◆ WHAT TO PRODUCE: Transcribe exactly, and only, the lines that run from the one containing "<div><p>Дистан" through the end of the records.
EXCERPTED RECORDS Start Marker
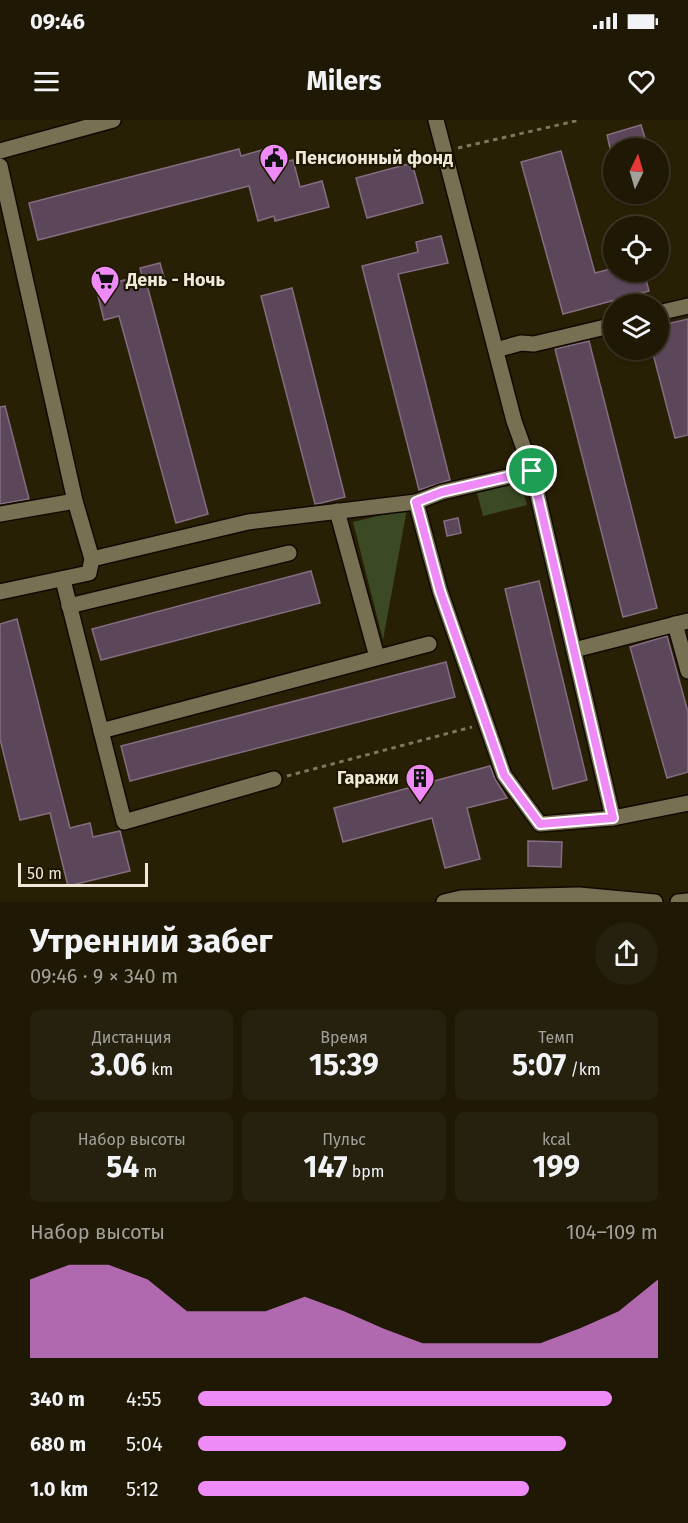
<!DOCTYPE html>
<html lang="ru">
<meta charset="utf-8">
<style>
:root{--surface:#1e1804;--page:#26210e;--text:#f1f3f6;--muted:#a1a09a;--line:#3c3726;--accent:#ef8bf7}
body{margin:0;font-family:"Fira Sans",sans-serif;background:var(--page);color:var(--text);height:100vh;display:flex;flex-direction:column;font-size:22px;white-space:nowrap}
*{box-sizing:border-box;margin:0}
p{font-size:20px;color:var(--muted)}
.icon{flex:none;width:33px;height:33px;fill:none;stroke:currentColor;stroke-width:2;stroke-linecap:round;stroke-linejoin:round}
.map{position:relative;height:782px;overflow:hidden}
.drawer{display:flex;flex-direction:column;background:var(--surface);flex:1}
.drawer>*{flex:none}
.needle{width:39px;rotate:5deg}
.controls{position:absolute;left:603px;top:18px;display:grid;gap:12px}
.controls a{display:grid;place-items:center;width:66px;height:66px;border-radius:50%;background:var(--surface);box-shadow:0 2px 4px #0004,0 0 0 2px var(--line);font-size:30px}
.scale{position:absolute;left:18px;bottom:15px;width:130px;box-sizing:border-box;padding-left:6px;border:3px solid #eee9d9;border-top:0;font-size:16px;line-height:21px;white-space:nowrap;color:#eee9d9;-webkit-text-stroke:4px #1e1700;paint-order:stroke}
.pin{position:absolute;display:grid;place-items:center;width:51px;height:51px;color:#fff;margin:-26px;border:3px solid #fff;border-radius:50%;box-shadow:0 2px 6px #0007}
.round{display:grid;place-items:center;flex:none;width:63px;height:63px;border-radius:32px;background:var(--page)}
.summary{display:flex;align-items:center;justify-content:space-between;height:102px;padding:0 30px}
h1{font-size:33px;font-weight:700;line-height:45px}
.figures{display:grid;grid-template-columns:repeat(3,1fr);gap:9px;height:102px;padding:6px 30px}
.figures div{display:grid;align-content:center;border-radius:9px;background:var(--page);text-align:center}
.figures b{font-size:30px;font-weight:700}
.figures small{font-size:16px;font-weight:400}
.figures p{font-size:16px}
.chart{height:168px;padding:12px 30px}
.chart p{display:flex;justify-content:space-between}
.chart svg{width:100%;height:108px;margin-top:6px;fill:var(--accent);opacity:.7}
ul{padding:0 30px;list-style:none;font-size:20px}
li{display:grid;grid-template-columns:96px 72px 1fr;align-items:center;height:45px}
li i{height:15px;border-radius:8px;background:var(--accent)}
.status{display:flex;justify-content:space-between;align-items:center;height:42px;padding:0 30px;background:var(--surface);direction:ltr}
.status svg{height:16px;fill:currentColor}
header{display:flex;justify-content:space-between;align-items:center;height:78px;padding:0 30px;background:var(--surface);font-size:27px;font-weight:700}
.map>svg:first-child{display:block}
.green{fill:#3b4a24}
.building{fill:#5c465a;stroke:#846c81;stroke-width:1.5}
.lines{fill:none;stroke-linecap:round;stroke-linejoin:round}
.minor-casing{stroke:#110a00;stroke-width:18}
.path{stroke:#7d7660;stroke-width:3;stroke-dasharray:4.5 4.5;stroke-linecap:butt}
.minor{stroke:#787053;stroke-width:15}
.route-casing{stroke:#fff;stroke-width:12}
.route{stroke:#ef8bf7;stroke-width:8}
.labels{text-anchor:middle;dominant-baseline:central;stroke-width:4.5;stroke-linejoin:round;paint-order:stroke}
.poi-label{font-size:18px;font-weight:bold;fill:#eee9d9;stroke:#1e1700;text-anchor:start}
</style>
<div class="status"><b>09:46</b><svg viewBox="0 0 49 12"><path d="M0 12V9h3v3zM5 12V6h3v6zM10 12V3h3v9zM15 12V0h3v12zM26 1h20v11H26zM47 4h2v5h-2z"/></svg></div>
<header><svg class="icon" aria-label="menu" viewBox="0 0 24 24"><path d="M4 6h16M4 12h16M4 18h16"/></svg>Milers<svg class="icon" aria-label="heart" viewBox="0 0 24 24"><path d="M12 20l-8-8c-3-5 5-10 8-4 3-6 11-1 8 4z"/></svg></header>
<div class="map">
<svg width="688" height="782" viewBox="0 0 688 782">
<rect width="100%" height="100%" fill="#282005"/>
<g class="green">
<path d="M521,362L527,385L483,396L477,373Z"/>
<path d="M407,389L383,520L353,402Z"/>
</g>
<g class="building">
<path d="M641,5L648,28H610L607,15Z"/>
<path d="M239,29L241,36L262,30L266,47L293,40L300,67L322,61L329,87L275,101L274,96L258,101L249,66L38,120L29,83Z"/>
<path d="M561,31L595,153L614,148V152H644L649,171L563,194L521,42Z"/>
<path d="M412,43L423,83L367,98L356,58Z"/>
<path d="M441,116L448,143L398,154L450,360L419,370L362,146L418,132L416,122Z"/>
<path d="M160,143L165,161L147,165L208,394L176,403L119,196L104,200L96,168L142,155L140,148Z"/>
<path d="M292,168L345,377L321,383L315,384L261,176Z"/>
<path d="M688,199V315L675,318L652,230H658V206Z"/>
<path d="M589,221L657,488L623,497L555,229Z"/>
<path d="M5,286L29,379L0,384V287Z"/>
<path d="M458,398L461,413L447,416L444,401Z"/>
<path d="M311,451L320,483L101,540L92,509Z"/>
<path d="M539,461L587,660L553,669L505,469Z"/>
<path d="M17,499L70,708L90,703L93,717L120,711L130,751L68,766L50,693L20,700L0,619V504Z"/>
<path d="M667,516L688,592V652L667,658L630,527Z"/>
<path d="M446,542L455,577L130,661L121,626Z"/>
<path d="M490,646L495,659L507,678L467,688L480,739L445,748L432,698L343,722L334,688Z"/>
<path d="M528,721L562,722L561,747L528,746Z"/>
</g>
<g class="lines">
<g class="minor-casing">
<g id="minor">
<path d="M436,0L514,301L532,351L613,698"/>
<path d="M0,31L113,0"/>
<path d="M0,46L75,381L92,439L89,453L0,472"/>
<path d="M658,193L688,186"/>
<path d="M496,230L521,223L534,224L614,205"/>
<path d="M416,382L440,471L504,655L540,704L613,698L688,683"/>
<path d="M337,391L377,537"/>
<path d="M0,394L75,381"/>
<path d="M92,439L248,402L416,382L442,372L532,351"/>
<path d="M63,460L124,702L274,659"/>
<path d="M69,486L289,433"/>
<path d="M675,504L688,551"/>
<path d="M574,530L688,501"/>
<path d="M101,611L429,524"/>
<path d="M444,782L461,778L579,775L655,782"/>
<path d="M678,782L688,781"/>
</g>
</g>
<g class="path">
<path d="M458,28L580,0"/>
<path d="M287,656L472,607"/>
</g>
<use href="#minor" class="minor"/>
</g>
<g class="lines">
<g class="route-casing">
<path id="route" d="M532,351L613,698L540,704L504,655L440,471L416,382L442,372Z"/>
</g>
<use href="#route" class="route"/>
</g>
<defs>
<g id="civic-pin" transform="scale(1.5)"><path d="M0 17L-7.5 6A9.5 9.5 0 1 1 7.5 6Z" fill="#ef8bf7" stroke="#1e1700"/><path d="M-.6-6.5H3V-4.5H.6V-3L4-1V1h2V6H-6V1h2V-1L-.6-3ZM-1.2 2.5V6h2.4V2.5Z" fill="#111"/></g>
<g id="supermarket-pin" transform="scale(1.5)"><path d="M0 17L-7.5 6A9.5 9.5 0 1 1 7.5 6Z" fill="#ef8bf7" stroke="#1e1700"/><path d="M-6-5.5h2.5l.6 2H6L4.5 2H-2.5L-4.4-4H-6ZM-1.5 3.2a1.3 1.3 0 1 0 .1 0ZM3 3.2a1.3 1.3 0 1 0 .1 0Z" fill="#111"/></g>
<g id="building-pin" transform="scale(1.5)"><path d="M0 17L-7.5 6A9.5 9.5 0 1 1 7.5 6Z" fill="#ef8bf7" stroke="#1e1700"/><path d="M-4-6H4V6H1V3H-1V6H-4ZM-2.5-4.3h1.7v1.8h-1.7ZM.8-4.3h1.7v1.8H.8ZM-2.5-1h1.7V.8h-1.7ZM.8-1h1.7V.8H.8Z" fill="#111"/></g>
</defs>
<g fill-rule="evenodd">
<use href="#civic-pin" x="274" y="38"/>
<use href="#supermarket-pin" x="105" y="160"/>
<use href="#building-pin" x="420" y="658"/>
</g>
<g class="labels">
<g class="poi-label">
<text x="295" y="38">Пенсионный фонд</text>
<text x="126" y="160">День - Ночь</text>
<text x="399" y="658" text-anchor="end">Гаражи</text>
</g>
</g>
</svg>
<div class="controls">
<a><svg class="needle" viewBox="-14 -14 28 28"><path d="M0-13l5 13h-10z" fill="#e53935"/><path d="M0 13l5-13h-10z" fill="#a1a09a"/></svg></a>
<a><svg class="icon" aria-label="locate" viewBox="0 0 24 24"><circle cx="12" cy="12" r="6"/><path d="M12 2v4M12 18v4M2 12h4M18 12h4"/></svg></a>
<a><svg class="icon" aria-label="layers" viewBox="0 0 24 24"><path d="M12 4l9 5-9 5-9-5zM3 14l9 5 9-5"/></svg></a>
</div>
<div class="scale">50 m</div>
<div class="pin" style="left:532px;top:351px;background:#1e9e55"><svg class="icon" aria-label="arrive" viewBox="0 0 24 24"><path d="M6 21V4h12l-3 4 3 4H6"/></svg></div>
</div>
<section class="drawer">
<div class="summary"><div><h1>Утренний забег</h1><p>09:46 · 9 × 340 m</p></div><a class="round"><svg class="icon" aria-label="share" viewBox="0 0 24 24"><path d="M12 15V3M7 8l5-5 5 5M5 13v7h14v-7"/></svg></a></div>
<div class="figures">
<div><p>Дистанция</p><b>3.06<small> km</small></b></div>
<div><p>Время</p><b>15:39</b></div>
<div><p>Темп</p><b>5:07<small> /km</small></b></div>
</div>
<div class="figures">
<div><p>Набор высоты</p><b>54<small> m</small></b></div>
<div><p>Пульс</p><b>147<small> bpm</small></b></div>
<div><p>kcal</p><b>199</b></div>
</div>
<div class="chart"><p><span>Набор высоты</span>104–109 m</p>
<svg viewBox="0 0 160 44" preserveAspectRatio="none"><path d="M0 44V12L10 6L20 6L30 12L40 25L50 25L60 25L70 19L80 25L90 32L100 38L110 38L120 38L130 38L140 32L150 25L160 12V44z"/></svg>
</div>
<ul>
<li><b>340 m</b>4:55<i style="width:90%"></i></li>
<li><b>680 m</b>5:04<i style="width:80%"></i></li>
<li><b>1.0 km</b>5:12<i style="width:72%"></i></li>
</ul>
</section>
EXCERPTED RECORDS End Marker
◆ REPLY TO THE TASK:
<div><p>Дистанция</p><b>3.06<small> km</small></b></div>
<div><p>Время</p><b>15:39</b></div>
<div><p>Темп</p><b>5:07<small> /km</small></b></div>
</div>
<div class="figures">
<div><p>Набор высоты</p><b>54<small> m</small></b></div>
<div><p>Пульс</p><b>147<small> bpm</small></b></div>
<div><p>kcal</p><b>199</b></div>
</div>
<div class="chart"><p><span>Набор высоты</span>104–109 m</p>
<svg viewBox="0 0 160 44" preserveAspectRatio="none"><path d="M0 44V12L10 6L20 6L30 12L40 25L50 25L60 25L70 19L80 25L90 32L100 38L110 38L120 38L130 38L140 32L150 25L160 12V44z"/></svg>
</div>
<ul>
<li><b>340 m</b>4:55<i style="width:90%"></i></li>
<li><b>680 m</b>5:04<i style="width:80%"></i></li>
<li><b>1.0 km</b>5:12<i style="width:72%"></i></li>
</ul>
</section>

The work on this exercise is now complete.